Large and emotional

The opposition march today was large, peaceful and very emotional. Torture and mistreatment victims spoke to hundreds of thousands over loudspeakers, sandwiched in between the politicians. There was...

The opposition march today was large, peaceful and very emotional. Torture and mistreatment victims spoke to hundreds of thousands over loudspeakers, sandwiched in between the politicians. There was a large security presence just beyond the boundries set out by the military for the marchers: neither side provoked the other, for once.

Perhaps Chavez has finally realized that the best way to discredit the opposition leadership is to let them give speeches. By and large, they are amateurs of the harangue, minor leaguers compared to his Sammy Sosa status. They’re just not even close.

Antonio Ledezma and Henrique Salas Römer

The speeches of Antonio Ledezma and Henrique Salas Römer, in particular, raised some alarm bells for me. “Speech” is the wrong word for them really, they were more like strings of antichavista strung one after the other and shouted into a microphone at the top of their lungs. The adeco style shout-fests had no real logical ordering that could pass as an argument; it really looked like an anachronism. It was a sad spectacle, and a sad comment on the opposition. I’m sorry for any PV readers here, but man, y’all need a better candidate than that.

Pompeyo Márquez

Pompeyo Marquez, the venerable 83 year old ex-communist leader and voice of the left’s conscience reportedly gave a decent and sensible speech. He was the one come-flor voice in an afternoon dominated by talibanes. Pompeyo retains a certain moral authority that’s hard even for opponents to overlook.

Felipe Mujica

Meanwhile, Felipe Mujica of MAS had a tough task ahead of him. He wanted to keep the Coordinadora’s options open, but couldn’t let anyone else out-antichavez him. With a politician’s practiced skill for strategic circumlocution, he at least tried to leave a window open for possibly going to reparos. But he obviously felt obliged, given the emotional tone of the crowd, to crouch this argument in the most aggressive antichavista terms he could think of. The crowd would have stood for nothing else.

Enrique Mendoza

Miranda Governor Enrique Mendoza, our president in waiting, looked frankly the worst of bunch, even though he had the best speech. Mendoza can talk about social issues with some authority, because in Miranda he has a real track record to defend. And to his credit, he did talk about this political struggle as a fight for the 2.8 million unemployed and the 4 million in most critical poverty who do not know where their next meal is coming from.

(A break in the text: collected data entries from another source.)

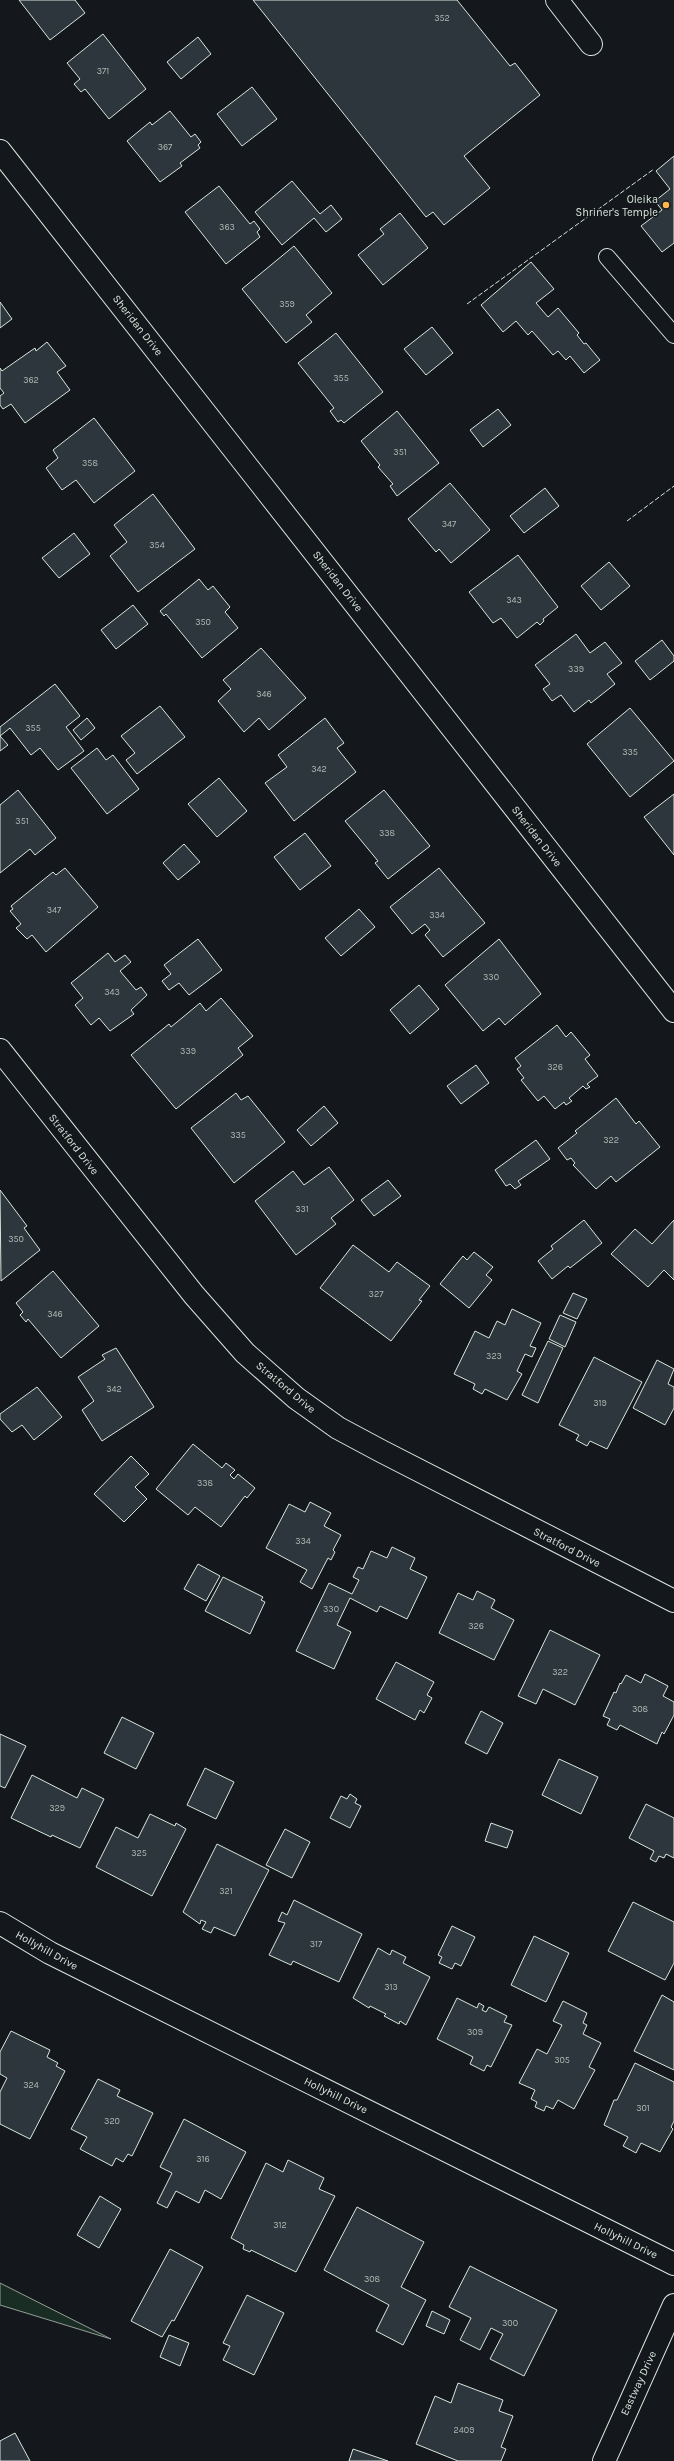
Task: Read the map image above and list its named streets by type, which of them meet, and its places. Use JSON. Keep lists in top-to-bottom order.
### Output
{
  "streets": {
    "street": [
      "Sheridan Drive",
      "Stratford Drive",
      "Hollyhill Drive",
      "Eastway Drive"
    ]
  },
  "places": ["Oleika Shriner's Temple"],
  "house_numbers": [
    "352",
    "371",
    "367",
    "363",
    "359",
    "355",
    "362",
    "351",
    "358",
    "347",
    "354",
    "343",
    "350",
    "339",
    "346",
    "355",
    "335",
    "342",
    "351",
    "338",
    "347",
    "334",
    "330",
    "343",
    "339",
    "326",
    "335",
    "322",
    "331",
    "350",
    "327",
    "346",
    "323",
    "342",
    "319",
    "338",
    "334",
    "330",
    "326",
    "322",
    "308",
    "329",
    "325",
    "321",
    "317",
    "313",
    "309",
    "305",
    "324",
    "301",
    "320",
    "316",
    "312",
    "308",
    "300",
    "2409"
  ]
}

It was a good effort, and it might even have been effective, had it not been shouted in a baritone shriek into the microphone. Once he’d gotten going, Mendoza literally panted into the microphone with each breath, gasping loudly for air and looking like nothing so much as a grandfather who has worked himself up into such a fury that he’s about to give himself a heart attack. Two words: not presidential.

So there was little joy in watching the speeches for me, or at least for my inner come-flor. At times the speechifying drove me to the very edge of Ni-Ni territory, a frightening idea. If the opposition is turning off people like me with their cabeza caliente rhetoric, what chance do they have with the waverers, with the real ni-nis?

The thing about polarization is that each side ceases to believe the other side exists. If they’d let me anywhere near that microphone I would’ve gotten up and said something like.

“You know, there are eight million chavistas in this country right now who don’t believe this event is happening because it’s not being shown on State TV? And you know what else, they’re Venezuelan, just like you and me. They eat the same arepas with the same diablitos, they drink the same polar, they go crazy over the same baseball teams, they have kids and uncles and cousins just like you who they love and cherish. Really, they’re just like you. It’s senseless to make them the enemy, because even today the majority of them are decent people, earnest in their beliefs. But also because in 25 years they will still be living in this country, just like you’ll still be living here. The goal here is not the referendum. The referendum is a means to an end. National reconciliation is the end.”

Not of course that the Coordinadora would let me anywhere near a microphone, and perhaps for good reason.